Johnson & Johnson (J&J) has proven itself adept at this process over the course of roughly 70 acquisitions since the late 1990s. In describing two deals — one a $23 billion offer for Guidant, which J&J decided to abandon when the bidding rose too high, and the other a $16.6 billion deal for Pfizer’s consumer health-care business, which was successfully concluded — CFO Dominic Caruso makes clear that the business cases for the two were different, but equally well thought out.
“We always begin with our strategy,” explains Caruso. The Guidant transaction, he says, offered an “opportunity to add a microelectronics capability that was primarily implemented in our market approach to cardiac rhythm management. But the real underlying capability that existed there was the microelectronics. We went after it as an opportunity to add that new base of technology to the business.
“Pfizer represented a different kind of opportunity; they were strong in certain geographic markets where we weren’t [and vice versa],” Caruso continues. “For instance, we had a much stronger presence in China than Pfizer did. That was good because it meant we could sell more of their products there. Whereas in a market like Mexico, Pfizer had stronger ties than we did. So that turned out to be a nice set of complementary growth enablers.”

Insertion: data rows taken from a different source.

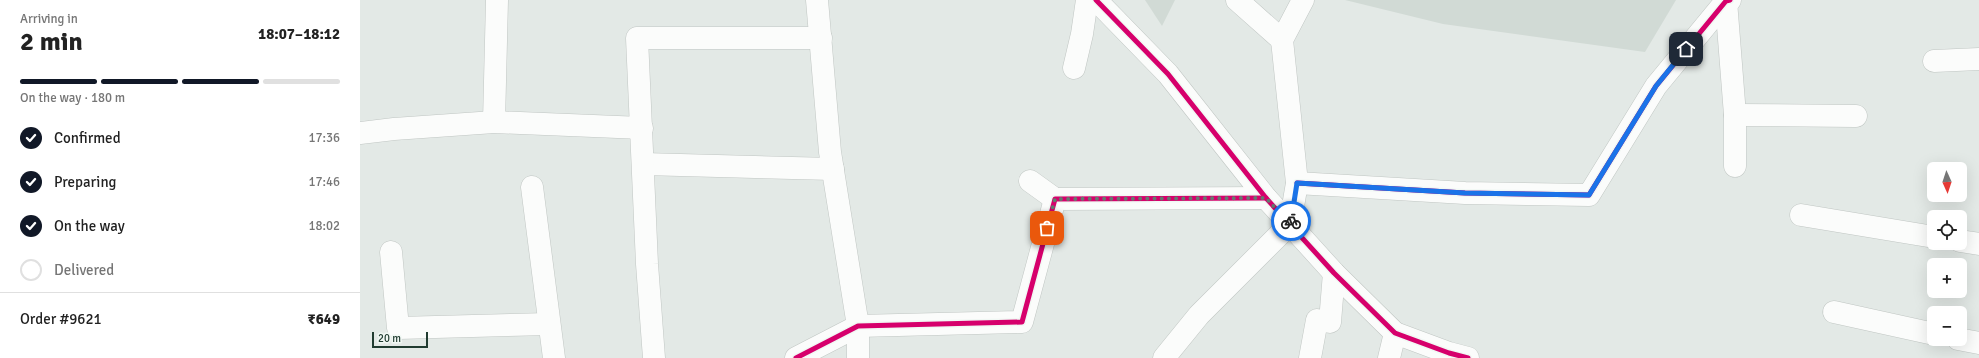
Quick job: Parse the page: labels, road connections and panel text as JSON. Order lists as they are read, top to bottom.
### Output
{
  "scale_bar": "20 m",
  "north": "bottom",
  "page": {
    "heading": ["2 min", "Arriving in", "18:07–18:12"],
    "panel": ["Order #9621", "₹649"],
    "bar": "On the way · 180 m",
    "list": [
      ["Confirmed", "17:36"],
      ["Preparing", "17:46"],
      ["On the way", "18:02"],
      "Delivered"
    ],
    "map_buttons": ["+", "−"],
    "scale": "20 m"
  }
}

Stage 2: Strategic Due Diligence
A traditional due diligence exercise, defined narrowly, is intended to validate, verify, and “stress test” the financial and legal aspects of the business case. But as business cases become more robust, due diligence should become more comprehensive. Strategic due diligence seeks to answer two questions: First, is it reasonable to conclude that the deal will produce an enduring, attractive economic return? Second, can we validate that the participating companies have the skills necessary to deliver on that promise?
To answer those questions, the team must assess such issues as the combined leadership talent, the likely responses of potential competitors, and the risk of technological or cultural incompatibilities between the two companies. Chief Financial Officer Marcus Schenck of the German energy service provider E.ON AG described the company’s strategic due diligence process this way: “Once our people have developed a business plan for a possible takeover target, we ask tough questions to see whether they really have thought everything through. ‘Is there really a market? Are market price assumptions realistic? What do we know about the costs? Will there be regulatory hurdles? How easy will it be to implement this? What will the competitive reaction be?’...Of course you have to have a good grip on the financials, but you also have to have a gut feeling for the things that could go wrong and where to find them.”